▶ [WHAT TO WORK ON]:
Could you retype every line below exactly, omitting the images?

▶ [INFORMATION SHOWN]:

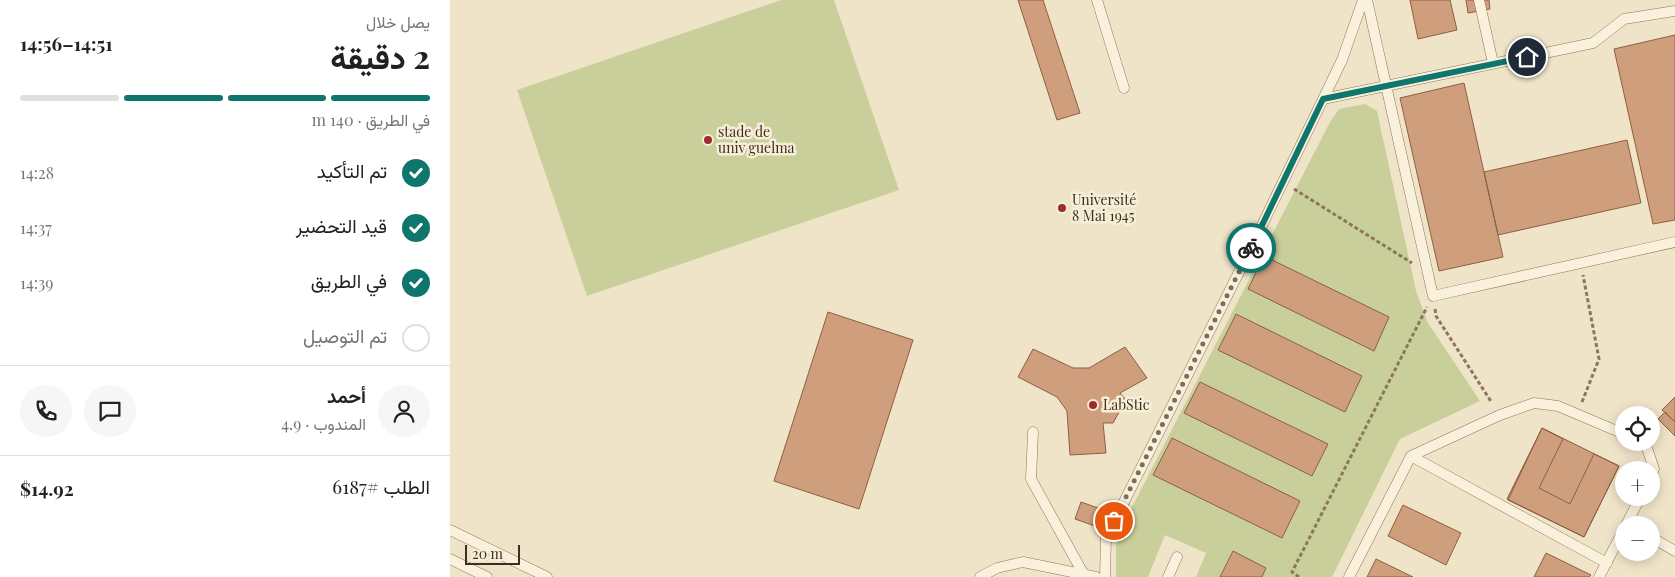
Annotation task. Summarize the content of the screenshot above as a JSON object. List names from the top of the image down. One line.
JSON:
{"places":["stade de univ guelma","Université 8 Mai 1945","LabStic"],"scale_bar":"20 m","page":{"heading":["2 دقيقة","يصل خلال","14:51–14:56"],"panel":["أحمد","المندوب · 4.9","الطلب #6187","$14.92"],"bar":"في الطريق · 140 m","list":[["تم التأكيد","14:28"],["قيد التحضير","14:37"],["في الطريق","14:39"],"تم التوصيل"],"map_buttons":["+","−"],"scale":"20 m"}}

▶ [WRITTEN ANSWER]:
Annotation task. Summarize the content of the screenshot above as a JSON object. List names from the top of the image down. One line.
JSON:
{"places":["stade de univ guelma","Université 8 Mai 1945","LabStic"],"scale_bar":"20 m","page":{"heading":["2 دقيقة","يصل خلال","14:51–14:56"],"panel":["أحمد","المندوب · 4.9","الطلب #6187","$14.92"],"bar":"في الطريق · 140 m","list":[["تم التأكيد","14:28"],["قيد التحضير","14:37"],["في الطريق","14:39"],"تم التوصيل"],"map_buttons":["+","−"],"scale":"20 m"}}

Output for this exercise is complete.